Any foam roller that isn't actually made of foam...... odd one I know but they lose their shape. You want a PVC pipe one with padding, these ones are good, got one at my gym: http://www.physioroom.com/product/PhysioRoom.com_Elite_Rum_Tech_Foam_Roller_10cm_x_32cm/3385/39590.html?gclid=CIKrgbzO-9ACFUKfGwodlq4KHw


----------



## Magsimus (Aug 14, 2014)

Can you use foam rollers as part of your warm-up to loosen things up, or are they more for recovery?

Ta.


----------



## Jakemaguire (Feb 17, 2016)

Magsimus said:


> Can you use foam rollers as part of your warm-up to loosen things up, or are they more for recovery?
> 
> Ta.


 Yes you can.. foam rolling or using lacrosse balls or cricket balls or any form of myofascial release techniques are superior to stretching pre workout as they have been shown to increase performance whereas stretching is more likely to hinder it especially static stretching.
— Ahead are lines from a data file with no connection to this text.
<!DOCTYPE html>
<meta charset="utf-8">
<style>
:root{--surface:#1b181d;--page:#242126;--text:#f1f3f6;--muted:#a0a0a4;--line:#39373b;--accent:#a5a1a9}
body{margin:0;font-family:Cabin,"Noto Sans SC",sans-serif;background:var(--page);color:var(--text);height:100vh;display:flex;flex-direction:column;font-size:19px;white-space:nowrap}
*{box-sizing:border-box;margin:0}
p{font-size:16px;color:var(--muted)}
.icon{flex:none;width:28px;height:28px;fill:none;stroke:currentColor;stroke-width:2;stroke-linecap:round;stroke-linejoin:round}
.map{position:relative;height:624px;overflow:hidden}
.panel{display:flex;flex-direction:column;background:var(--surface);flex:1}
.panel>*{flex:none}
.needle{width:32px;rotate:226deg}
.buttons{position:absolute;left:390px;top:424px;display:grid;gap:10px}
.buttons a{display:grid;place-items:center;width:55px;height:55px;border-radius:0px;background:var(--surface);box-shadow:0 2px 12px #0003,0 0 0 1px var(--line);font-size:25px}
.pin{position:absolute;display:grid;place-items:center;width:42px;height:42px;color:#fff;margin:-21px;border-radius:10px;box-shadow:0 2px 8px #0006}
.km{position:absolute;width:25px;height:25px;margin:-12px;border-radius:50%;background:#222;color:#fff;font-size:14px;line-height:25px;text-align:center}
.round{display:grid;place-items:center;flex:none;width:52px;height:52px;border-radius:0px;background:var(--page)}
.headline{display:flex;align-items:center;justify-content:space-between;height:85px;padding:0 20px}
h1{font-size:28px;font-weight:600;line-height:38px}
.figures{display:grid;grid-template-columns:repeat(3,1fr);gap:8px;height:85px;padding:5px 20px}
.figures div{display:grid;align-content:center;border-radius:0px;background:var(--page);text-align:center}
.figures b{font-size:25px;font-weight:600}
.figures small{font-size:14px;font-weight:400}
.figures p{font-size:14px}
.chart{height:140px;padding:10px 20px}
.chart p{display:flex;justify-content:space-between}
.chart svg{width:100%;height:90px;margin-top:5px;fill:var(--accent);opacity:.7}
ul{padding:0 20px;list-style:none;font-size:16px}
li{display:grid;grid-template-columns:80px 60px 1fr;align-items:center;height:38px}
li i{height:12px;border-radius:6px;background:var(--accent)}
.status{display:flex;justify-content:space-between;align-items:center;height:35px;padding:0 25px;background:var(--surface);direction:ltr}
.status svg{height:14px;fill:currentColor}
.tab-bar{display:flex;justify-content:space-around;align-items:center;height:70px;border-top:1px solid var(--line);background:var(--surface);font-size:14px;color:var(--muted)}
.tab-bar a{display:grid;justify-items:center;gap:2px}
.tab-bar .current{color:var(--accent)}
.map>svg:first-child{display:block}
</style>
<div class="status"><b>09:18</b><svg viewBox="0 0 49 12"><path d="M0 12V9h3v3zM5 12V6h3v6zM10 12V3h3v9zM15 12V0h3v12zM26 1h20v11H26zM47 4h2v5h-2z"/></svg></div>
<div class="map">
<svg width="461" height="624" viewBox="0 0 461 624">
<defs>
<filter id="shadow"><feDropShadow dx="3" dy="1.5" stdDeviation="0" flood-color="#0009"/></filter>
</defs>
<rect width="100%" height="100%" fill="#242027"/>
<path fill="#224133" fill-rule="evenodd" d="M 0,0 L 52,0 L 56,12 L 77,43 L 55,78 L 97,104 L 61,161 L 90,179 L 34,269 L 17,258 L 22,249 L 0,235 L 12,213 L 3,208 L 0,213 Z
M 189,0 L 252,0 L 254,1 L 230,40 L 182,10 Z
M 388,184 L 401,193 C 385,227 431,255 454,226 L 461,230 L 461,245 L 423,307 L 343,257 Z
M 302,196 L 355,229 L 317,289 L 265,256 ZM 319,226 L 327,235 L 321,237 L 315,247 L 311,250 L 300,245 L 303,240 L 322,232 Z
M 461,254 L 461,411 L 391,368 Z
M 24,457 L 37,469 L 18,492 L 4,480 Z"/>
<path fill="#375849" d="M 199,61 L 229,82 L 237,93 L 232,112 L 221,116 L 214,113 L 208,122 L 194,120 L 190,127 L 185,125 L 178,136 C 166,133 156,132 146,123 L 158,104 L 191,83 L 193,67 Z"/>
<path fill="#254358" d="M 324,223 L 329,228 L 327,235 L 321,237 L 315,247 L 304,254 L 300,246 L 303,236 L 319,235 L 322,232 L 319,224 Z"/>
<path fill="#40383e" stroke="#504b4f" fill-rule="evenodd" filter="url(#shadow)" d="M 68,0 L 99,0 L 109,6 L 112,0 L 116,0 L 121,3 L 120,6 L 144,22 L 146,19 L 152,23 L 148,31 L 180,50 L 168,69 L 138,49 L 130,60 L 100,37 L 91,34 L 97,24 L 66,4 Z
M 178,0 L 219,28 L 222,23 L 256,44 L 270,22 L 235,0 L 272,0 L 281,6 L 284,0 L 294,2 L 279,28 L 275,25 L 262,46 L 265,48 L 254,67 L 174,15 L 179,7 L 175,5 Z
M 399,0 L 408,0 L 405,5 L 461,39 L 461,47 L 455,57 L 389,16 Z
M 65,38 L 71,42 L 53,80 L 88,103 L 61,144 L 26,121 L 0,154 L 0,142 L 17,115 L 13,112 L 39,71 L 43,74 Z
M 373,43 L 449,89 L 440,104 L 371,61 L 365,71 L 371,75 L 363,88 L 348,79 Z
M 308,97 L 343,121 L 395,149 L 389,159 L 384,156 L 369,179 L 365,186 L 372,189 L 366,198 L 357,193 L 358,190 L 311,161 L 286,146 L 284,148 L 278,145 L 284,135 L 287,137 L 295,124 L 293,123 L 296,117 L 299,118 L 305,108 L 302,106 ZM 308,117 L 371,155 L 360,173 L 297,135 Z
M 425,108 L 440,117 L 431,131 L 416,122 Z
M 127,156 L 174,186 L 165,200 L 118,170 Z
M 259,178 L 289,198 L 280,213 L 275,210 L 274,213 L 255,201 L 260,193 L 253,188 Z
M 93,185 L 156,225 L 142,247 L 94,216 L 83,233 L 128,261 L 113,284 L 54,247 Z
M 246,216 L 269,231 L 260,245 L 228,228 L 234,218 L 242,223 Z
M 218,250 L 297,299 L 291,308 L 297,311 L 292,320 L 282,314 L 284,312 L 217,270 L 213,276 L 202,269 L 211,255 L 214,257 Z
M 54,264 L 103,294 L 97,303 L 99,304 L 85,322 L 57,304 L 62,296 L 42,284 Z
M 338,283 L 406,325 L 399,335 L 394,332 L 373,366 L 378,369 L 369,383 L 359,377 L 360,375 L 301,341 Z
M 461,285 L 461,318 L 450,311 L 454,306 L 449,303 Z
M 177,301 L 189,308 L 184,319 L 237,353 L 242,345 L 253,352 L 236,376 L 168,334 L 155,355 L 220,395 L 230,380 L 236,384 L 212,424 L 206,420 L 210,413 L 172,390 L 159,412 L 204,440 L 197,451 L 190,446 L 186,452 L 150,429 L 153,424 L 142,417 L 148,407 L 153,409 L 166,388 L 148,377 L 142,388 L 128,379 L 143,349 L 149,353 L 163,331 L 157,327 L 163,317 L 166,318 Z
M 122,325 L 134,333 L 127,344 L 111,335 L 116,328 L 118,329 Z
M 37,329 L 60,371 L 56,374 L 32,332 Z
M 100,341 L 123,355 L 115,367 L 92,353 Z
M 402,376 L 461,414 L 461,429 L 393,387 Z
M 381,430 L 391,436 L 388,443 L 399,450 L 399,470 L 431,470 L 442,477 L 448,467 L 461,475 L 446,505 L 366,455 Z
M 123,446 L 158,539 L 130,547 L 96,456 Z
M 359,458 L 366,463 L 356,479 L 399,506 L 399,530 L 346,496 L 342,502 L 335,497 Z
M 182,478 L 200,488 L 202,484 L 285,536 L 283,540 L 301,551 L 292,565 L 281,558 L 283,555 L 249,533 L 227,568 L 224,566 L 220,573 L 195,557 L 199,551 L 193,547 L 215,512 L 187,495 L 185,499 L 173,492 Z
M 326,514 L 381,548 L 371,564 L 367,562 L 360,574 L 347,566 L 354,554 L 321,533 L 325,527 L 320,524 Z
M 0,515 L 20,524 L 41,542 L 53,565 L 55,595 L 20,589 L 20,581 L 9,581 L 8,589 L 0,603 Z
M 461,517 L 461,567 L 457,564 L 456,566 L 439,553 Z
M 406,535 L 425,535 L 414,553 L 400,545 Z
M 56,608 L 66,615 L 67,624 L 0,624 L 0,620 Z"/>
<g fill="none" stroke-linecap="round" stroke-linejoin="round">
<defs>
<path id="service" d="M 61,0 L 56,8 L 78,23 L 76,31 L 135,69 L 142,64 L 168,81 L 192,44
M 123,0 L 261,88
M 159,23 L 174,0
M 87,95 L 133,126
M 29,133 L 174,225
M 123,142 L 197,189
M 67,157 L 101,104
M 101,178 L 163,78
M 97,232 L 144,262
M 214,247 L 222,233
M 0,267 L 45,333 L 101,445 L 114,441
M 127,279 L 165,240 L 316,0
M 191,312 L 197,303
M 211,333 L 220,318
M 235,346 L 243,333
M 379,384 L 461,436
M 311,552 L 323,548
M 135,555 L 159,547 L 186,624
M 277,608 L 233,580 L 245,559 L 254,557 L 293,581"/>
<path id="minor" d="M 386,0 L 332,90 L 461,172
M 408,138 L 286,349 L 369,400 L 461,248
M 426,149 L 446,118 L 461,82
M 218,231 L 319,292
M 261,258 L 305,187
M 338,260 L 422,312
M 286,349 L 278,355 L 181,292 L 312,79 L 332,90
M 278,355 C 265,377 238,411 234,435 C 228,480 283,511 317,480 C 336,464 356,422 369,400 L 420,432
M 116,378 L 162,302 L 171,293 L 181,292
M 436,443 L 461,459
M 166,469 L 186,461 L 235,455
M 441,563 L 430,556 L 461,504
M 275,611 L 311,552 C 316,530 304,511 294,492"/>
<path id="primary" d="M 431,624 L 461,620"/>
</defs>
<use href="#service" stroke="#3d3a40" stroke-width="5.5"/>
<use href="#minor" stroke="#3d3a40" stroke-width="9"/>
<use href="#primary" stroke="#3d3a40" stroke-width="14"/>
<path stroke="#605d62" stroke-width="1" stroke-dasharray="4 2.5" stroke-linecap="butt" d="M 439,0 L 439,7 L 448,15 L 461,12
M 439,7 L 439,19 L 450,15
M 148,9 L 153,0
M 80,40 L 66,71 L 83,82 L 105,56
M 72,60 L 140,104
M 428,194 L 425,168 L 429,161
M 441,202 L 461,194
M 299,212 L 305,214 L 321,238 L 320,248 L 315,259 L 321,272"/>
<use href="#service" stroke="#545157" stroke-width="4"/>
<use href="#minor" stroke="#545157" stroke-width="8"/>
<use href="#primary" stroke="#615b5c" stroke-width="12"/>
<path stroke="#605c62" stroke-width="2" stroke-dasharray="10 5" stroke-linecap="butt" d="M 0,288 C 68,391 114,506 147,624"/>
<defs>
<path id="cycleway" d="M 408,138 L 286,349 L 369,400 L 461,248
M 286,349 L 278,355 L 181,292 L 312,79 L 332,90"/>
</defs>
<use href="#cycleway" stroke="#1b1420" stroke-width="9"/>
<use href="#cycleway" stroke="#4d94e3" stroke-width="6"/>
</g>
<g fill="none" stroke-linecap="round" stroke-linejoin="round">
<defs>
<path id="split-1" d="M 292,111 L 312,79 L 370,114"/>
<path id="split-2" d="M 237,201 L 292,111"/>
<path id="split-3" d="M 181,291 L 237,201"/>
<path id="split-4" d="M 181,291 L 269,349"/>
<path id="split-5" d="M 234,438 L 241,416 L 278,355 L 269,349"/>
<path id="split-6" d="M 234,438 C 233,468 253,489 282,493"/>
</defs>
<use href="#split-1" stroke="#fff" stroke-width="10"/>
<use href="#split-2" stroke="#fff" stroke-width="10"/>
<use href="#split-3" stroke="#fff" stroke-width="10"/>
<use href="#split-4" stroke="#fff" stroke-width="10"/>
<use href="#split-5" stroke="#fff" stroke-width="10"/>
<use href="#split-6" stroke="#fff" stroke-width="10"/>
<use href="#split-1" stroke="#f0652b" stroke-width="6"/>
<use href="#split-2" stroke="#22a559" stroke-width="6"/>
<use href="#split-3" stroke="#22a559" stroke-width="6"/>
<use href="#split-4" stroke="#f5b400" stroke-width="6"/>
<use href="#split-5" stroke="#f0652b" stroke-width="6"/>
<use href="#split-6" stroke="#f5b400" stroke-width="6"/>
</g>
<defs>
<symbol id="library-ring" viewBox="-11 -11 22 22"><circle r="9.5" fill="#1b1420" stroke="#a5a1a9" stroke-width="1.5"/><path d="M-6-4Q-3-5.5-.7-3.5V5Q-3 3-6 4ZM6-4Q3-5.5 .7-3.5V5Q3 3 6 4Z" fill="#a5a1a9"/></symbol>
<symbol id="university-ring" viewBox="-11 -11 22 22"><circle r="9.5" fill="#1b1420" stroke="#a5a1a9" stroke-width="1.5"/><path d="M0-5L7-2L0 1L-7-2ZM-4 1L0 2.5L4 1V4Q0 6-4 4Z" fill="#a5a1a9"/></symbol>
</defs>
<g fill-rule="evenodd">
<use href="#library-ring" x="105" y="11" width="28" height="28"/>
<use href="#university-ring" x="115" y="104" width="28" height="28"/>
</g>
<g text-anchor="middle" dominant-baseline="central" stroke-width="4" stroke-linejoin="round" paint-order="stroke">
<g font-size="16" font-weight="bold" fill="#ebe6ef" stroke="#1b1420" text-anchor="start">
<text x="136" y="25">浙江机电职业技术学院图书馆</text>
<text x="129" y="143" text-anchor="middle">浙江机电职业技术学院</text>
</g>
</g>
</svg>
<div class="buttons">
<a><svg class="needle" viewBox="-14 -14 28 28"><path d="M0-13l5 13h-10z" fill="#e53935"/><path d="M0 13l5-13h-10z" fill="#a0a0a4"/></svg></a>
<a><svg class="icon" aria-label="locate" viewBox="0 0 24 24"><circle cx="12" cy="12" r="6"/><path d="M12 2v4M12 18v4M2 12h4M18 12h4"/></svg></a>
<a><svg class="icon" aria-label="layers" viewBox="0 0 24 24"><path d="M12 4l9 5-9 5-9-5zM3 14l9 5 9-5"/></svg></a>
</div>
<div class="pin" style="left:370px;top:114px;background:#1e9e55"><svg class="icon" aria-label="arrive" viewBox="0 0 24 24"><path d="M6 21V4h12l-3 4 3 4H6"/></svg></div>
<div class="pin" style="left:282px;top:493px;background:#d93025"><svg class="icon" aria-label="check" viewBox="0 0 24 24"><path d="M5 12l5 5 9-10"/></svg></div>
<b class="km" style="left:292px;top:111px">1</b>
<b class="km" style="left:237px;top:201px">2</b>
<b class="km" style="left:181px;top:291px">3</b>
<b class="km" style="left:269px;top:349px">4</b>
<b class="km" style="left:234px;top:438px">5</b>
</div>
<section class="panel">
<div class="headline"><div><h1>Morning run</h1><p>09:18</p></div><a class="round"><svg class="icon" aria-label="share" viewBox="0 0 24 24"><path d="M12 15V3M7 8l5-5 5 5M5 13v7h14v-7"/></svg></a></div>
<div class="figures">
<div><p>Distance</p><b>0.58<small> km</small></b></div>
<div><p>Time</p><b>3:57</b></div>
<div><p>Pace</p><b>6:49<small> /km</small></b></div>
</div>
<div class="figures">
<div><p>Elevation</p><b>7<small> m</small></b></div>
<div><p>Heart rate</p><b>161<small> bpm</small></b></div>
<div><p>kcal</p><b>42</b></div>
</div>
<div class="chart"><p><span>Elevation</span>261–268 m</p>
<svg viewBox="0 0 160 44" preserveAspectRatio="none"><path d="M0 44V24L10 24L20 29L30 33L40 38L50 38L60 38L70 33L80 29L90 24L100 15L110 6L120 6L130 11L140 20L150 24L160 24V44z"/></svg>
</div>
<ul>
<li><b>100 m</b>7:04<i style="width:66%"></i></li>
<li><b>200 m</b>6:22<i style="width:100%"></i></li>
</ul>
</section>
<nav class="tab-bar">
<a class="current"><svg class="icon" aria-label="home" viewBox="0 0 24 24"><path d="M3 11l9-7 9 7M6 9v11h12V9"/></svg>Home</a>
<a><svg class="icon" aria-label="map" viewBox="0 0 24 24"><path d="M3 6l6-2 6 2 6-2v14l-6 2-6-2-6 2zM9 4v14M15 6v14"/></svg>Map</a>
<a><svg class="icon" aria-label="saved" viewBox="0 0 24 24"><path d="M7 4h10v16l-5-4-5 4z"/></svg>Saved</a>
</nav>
I use a piece of industrial gutter pipe because anything with padding is gay and not very effective when your a sexy mountain of muscle like myself :thumb


----------



## superdrol (Aug 9, 2012)

PVC pipe un padded is as good as anything in tests, the padding just makes it slightly more bearable, but I'd guess that most don't use a foam roller as it should be used as it can hurt potentially lol, like doing exercises properly, it actually uses energy lol, the famous bench video with the bloke bouncing the bar off his belly springs to mind!


----------